Abstract

We present a machine learning-based methodology to forecast conflict. This forecast aims to address both the long-term risk of violent conflict (defined as organized violence resulting in at least 10 fatalities over a 12 month period) and a short-term estimate of the number of violent events (defined as events due to organized violence resulting in at least one fatality over the next two months).

The long-term risk of violent conflict uses a classification approach called random forest (RF). It predicts whether a region will experience violent conflict (yes or no) over the coming 12 months. The short-term estimate of the number of violent events uses a deep learning technique called long-short term memory (LSTM) neural network for time series prediction. It predicts the intensity and direction of conflict in the coming two months.

When both models are applied to historic data of past conflict events not used in training or testing the machine learing methods, the RF focusing on predicting long-term risk on violent conflict captures 86% of future conflicts. The LSTM model estimates the number of conflict events for the coming two-month period and these predicted event counts are -on average- within ± 2 events from the observed event counts at the first-order administrative level, e.g. states or provinces within a country.

A web-based tool that houses the models allows users to explore forecasts and individual predictor indicators spatially and through time, providing additional information on underlying vulnerabilities as a first step toward enabling timely, effective water-related interventions to mitigate conflict and build peace.

Download RF Technical Note

Overview

The overall objective of the Global Tool of the Water, Peace and Security partnership is to offer a platform where actors from the global defense, development, diplomacy, and disaster relief sectors (among others) and national governments of developing countries can identify conflict hotspots before violence erupts, begin to understand the local context, and prioritize opportunities for water interventions. This requires information that is timely, accurate, and actionable. To meet user demand for early warning information, our ambition is to release an updated forecast every month. The tool allows users to explore the forecast, as well as underlying model inputs and contextual indicators across a variety of domains.

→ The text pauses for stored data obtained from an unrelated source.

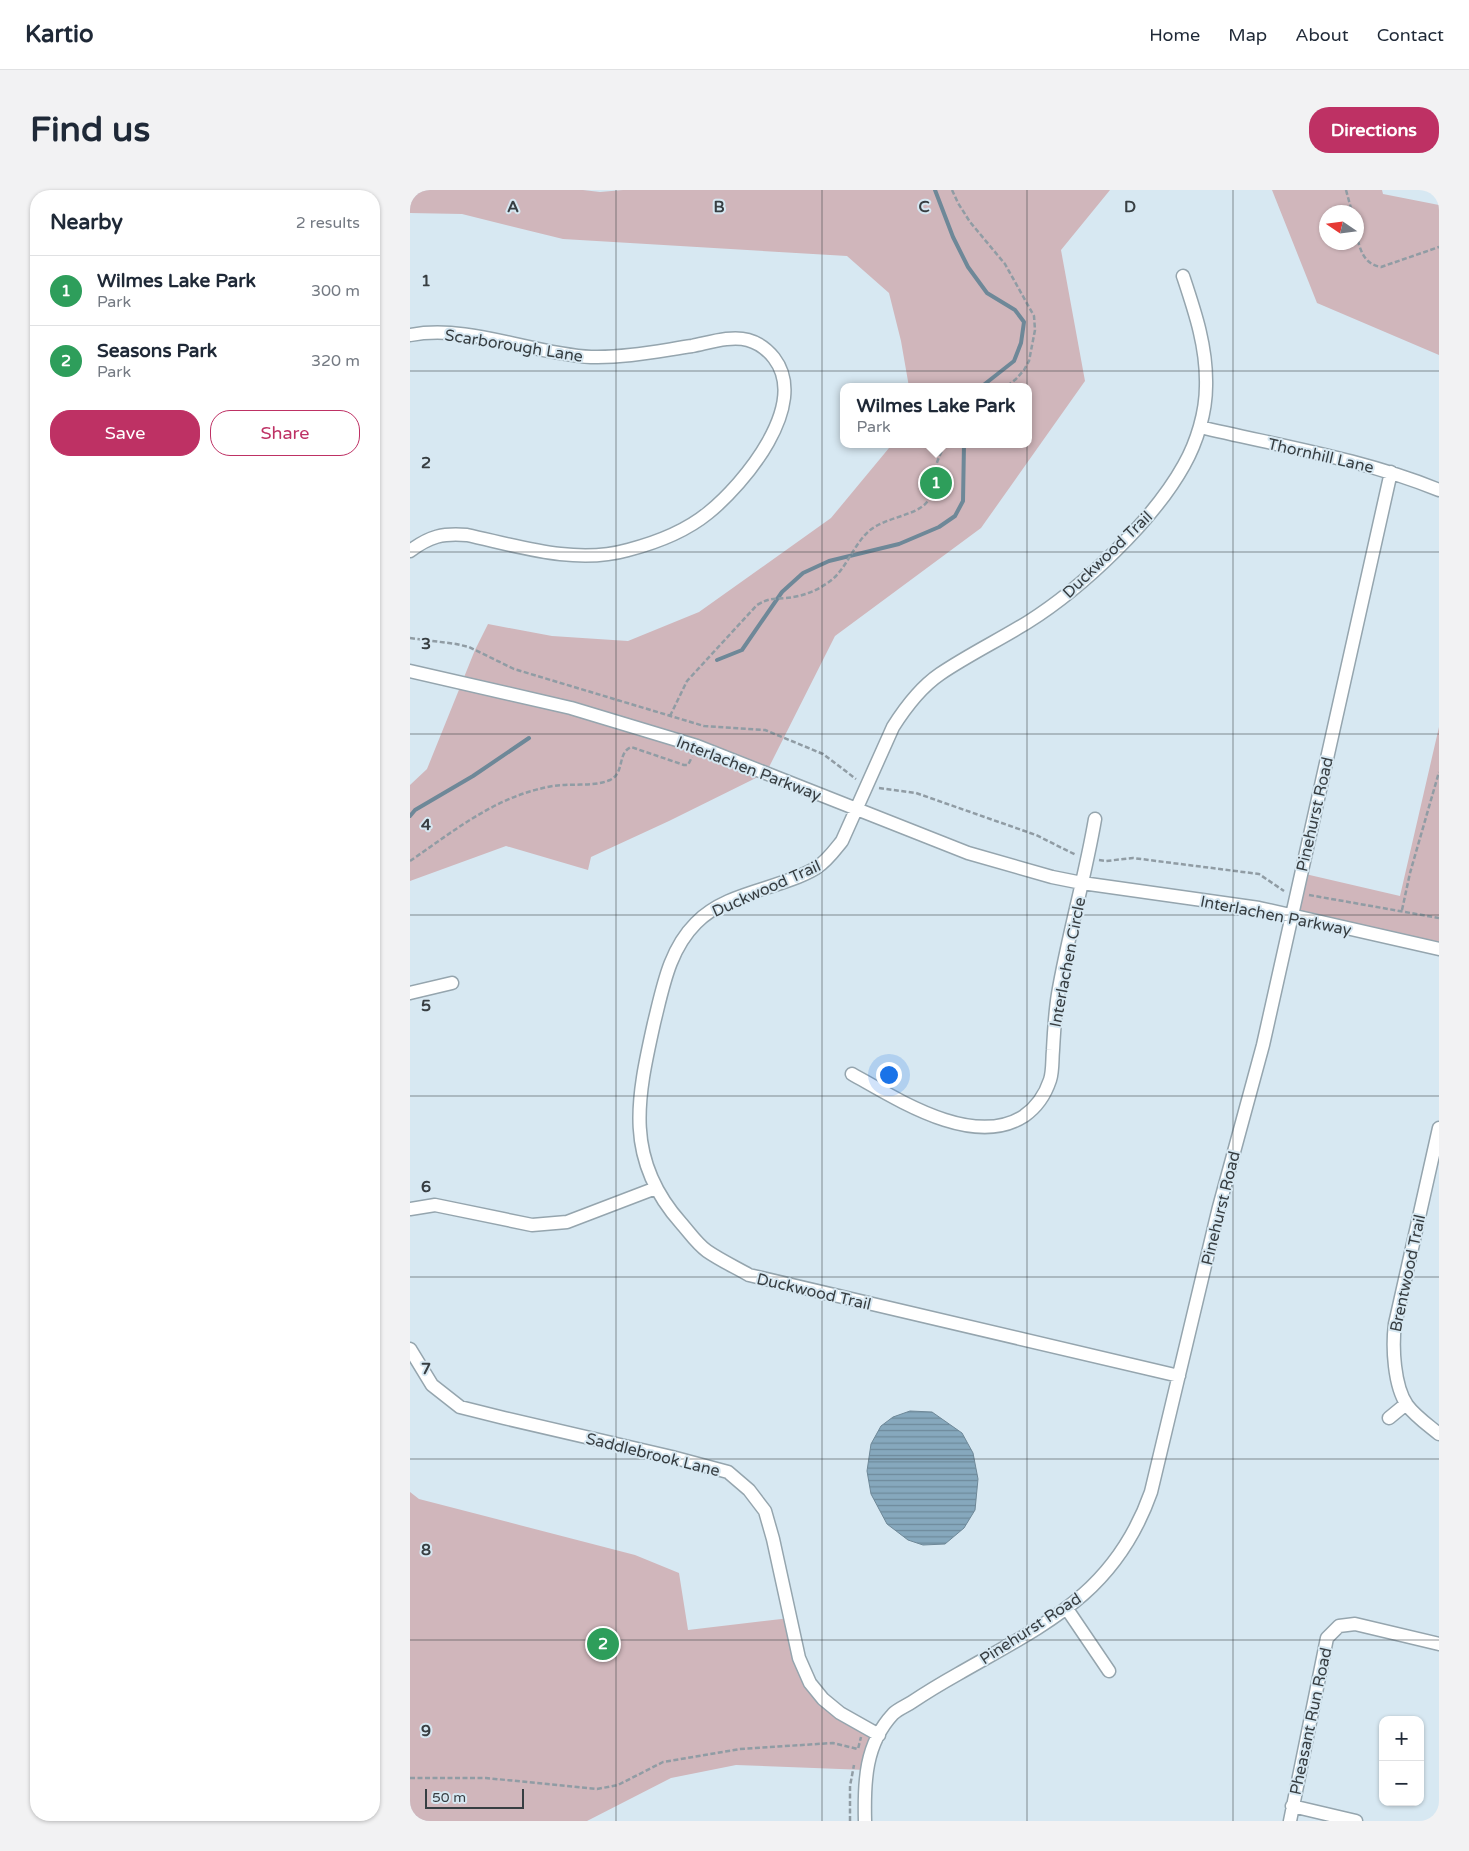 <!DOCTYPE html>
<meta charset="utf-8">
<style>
:root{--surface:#fff;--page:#f2f2f3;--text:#1f2937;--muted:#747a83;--line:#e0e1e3;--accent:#be3164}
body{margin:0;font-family:"Varela Round",sans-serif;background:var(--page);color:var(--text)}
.controls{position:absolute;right:15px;bottom:15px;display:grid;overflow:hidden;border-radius:10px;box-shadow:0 1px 4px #0004}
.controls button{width:45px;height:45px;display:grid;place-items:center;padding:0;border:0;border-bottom:1px solid var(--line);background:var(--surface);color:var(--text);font:25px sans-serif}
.compass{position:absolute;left:909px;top:15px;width:45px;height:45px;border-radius:50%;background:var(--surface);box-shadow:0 1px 4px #0004;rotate:283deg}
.scale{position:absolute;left:15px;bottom:12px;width:99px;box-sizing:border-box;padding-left:5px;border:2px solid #373e42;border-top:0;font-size:14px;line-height:18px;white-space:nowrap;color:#373e42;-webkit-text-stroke:4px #d7e8f2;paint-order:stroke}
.you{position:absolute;left:478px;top:884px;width:18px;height:18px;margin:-12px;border:4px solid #fff;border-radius:50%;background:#1a73e8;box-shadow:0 0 0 8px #1a73e833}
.badge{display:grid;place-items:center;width:32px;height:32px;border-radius:50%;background:var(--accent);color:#fff;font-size:16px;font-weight:700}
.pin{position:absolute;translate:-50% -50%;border:2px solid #fff;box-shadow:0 1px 5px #0006}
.popup{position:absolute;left:430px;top:193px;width:192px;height:65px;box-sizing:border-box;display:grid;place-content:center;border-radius:10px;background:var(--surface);filter:drop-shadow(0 1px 4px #0005);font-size:16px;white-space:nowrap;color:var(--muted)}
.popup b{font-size:19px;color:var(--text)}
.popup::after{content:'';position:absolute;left:50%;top:100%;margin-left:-10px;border:10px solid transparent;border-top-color:var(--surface)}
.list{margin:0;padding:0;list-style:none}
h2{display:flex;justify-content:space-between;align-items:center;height:65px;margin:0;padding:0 20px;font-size:21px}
h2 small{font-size:16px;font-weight:400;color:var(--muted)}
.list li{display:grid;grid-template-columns:32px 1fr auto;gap:15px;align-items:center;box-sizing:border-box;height:70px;padding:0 20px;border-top:1px solid var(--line)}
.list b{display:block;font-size:19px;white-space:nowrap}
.list p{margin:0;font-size:16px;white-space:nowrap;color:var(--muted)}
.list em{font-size:16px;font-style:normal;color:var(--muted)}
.actions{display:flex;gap:10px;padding:15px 20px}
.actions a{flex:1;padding:11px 0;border:1px solid var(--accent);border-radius:20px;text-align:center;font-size:18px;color:var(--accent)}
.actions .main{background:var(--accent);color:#fff}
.map{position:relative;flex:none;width:1029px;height:1631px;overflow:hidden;border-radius:20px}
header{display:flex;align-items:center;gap:30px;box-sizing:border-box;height:70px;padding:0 25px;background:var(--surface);border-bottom:1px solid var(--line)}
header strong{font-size:24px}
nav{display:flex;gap:28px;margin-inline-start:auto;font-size:18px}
.intro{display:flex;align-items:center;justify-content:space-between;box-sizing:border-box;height:120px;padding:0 30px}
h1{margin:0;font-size:35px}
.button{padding:12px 22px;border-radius:20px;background:var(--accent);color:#fff;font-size:18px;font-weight:700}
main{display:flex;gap:30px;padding:0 30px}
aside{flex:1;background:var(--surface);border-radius:20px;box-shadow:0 1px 4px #0004}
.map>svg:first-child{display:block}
.park{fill:#d0b6bb;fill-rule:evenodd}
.water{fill:url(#water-rules);stroke:#6e8898}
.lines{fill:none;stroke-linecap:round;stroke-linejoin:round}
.stream{stroke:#6e8898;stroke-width:4}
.minor-casing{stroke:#95a5ae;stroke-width:15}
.path{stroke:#909ca4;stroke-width:2.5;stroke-dasharray:5 2.5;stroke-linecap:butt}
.minor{stroke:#fff;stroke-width:12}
.grid{fill:none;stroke:#373e42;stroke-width:1;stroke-opacity:0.55}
.labels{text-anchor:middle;stroke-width:4;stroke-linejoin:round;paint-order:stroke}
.street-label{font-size:16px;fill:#373e42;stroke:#d7e8f2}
.grid-label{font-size:16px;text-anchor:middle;font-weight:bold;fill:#373e42;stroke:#d7e8f2;stroke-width:4;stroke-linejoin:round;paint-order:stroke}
</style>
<header>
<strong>Kartio</strong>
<nav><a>Home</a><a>Map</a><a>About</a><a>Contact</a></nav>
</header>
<div class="intro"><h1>Find us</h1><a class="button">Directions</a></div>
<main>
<aside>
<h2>Nearby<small>2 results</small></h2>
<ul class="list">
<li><span class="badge" style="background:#2e9e5b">1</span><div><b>Wilmes Lake Park</b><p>Park</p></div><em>300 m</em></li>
<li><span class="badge" style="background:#2e9e5b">2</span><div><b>Seasons Park</b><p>Park</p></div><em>320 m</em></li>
</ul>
<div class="actions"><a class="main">Save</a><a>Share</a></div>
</aside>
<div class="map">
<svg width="1029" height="1631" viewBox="0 0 1029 1631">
<defs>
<pattern id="water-rules" width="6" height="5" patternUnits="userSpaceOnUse" patternTransform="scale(1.25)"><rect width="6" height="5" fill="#86a8bd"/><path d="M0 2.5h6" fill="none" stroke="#6e8a9b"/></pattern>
</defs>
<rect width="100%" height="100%" fill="#d7e8f2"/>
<path class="park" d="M0,0H173L190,2L213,0H700L651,60L675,191L571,338L425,446L356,583L259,631L181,667L178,680L96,656L0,691V595L17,579L65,460L78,434L142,446L218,451L289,422L421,328L479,258L481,254H618V197H499L491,151L479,103L437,66L153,49L52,24L0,23Z
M862,0H972L973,4L1029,15V165L907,113ZM916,22H946V52H916Z
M1029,537V759L882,726L891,683L990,706Z
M0,1302L9,1309L225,1365L269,1383L278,1440L380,1428L389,1468L413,1509L469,1545L456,1580L326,1575L261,1588L177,1631H0Z"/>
<path class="water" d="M500,1221L522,1222L552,1243L563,1263L568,1289L565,1320L554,1338L535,1354L513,1355L498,1350L477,1334L461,1304L457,1281L461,1254L471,1236L483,1227Z"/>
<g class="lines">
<path class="stream" d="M525,0L543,47L558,77L577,103L605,120L614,132L611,153L604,171L571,197
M307,470L332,460L372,402L393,383L419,371L489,354L529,337L545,326L553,311L554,254
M0,626L5,620L63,586L119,548"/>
<g class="minor-casing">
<path id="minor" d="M0,145C59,134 122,164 181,167C215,168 248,161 282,156C298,153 321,145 338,150C349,153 357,159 364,168C400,215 334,294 298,323C276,341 245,353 218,360C165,375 108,356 57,345C33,343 20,346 0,361
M790,237C870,256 953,269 1029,300
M0,481L161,518L287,556L558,663L642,687L672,693L849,718L1029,759
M0,803L42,793
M442,884C487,909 563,959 614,926C627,917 635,905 640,890C643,881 642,870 643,860C644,841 645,822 648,804C658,745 675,688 685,629
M1029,938L985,1134C982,1157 984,1196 997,1215C1005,1226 1018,1235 1029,1244
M0,1019L25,1015L122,1035L157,1032L246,998
M0,1159L22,1195L50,1217L94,1228L262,1267L318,1282L339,1300L355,1321L363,1349L389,1468L400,1493L413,1509L430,1523L469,1545
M769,1186L339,1085C325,1077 310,1070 297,1061C287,1054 279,1042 271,1033C214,969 227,909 244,833C253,797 259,760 286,733C317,701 369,700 406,678C417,671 424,661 432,651L483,537C495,518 511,497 530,484C558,465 589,450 618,432C672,398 743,331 774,275C787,252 796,222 796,196C797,157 785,122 773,86
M979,1228L996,1214
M657,1419L699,1481
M882,1616L946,1631
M455,1631C454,1592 455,1554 483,1524C488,1519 496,1516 502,1512C517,1502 532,1493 548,1484C635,1434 705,1404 741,1302L809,1017L853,855L981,282
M880,1631L917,1448L929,1436L945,1434L1029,1454"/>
</g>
<path class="path" d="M542,0L548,13L560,32L595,74L624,126L625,140L619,171L614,180L606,189L596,197
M936,0L942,22
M946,43C950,59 953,74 971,77L1029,57
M0,448L46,454L59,457L104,479L294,536L355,540L413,564L446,589
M260,526L277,491L347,415C358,408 365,409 376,408C390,407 404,402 416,394C436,382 442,356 459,341C475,327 506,326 517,312C523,304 522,292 524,282C527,272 530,263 536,254
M469,598L506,603L626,645L666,665
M689,670L696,671L723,668L849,684L874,701
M0,671C41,643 80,611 129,599C137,597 146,595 155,595C170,594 186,596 200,590C215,583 207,563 221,557L274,575H278L282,567
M899,705L1029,728
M992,720L1000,683L1029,582
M0,1588H76L187,1599L208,1595L253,1572L330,1559L423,1553L448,1559L451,1547
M440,1631V1596L444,1575"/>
<use href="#minor" class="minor"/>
</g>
<path class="grid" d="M206,0V1631M412,0V1631M617,0V1631M823,0V1631M0,181H1029M0,362H1029M0,544H1029M0,725H1029M0,906H1029M0,1087H1029M0,1269H1029M0,1450H1029"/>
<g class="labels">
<g class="street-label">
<text transform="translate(104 155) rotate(9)" y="6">Scarborough Lane</text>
<text transform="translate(911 265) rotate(13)" y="6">Thornhill Lane</text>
<text transform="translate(697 364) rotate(-44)" y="6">Duckwood Trail</text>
<text transform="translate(339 578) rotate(21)" y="6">Interlachen Parkway</text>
<text transform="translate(904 624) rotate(-77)" y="6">Pinehurst Road</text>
<text transform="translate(356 698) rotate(-24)" y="6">Duckwood Trail</text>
<text transform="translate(866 725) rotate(11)" y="6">Interlachen Parkway</text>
<text transform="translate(657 772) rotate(-79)" y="6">Interlachen Circle</text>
<text transform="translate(810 1018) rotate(-76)" y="6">Pinehurst Road</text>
<text transform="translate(997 1083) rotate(-78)" y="6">Brentwood Trail</text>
<text transform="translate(404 1101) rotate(13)" y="6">Duckwood Trail</text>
<text transform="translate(243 1264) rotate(14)" y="6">Saddlebrook Lane</text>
<text transform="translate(620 1438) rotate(-33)" y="6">Pinehurst Road</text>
<text transform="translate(900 1531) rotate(-78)" y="6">Pheasant Run Road</text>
</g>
</g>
<g class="grid-label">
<text x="103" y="22">A</text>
<text x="309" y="22">B</text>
<text x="514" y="22">C</text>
<text x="720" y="22">D</text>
<text x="16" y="96">1</text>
<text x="16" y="278">2</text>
<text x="16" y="459">3</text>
<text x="16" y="640">4</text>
<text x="16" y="821">5</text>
<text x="16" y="1002">6</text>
<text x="16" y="1184">7</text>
<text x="16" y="1365">8</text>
<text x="16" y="1546">9</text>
</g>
</svg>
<div class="controls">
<button>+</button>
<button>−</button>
</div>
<svg class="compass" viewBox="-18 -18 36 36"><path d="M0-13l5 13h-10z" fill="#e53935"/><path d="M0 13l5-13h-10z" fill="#747a83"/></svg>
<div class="scale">50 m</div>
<div class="you"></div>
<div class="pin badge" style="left:526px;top:293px;background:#2e9e5b">1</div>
<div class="popup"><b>Wilmes Lake Park</b>Park</div>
<div class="pin badge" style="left:193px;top:1454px;background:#2e9e5b">2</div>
</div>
</main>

The foundation of our forecasting is an expansive library of quantitative indicators potentially related to conflict. The indicators used in our model—predictor variables—are available for exploration as both interactive maps and time series. Some indicators are not fit for use in a quantitative model but are nonetheless useful for decision-making. The tool includes these contextual indicators alongside the model inputs as spatial data. All tool functionality—access to datasets, metadata, and geospatial visualization specifications—is powered by the Resource Watch API, an open-source service designed to easily integrate into user workstreams.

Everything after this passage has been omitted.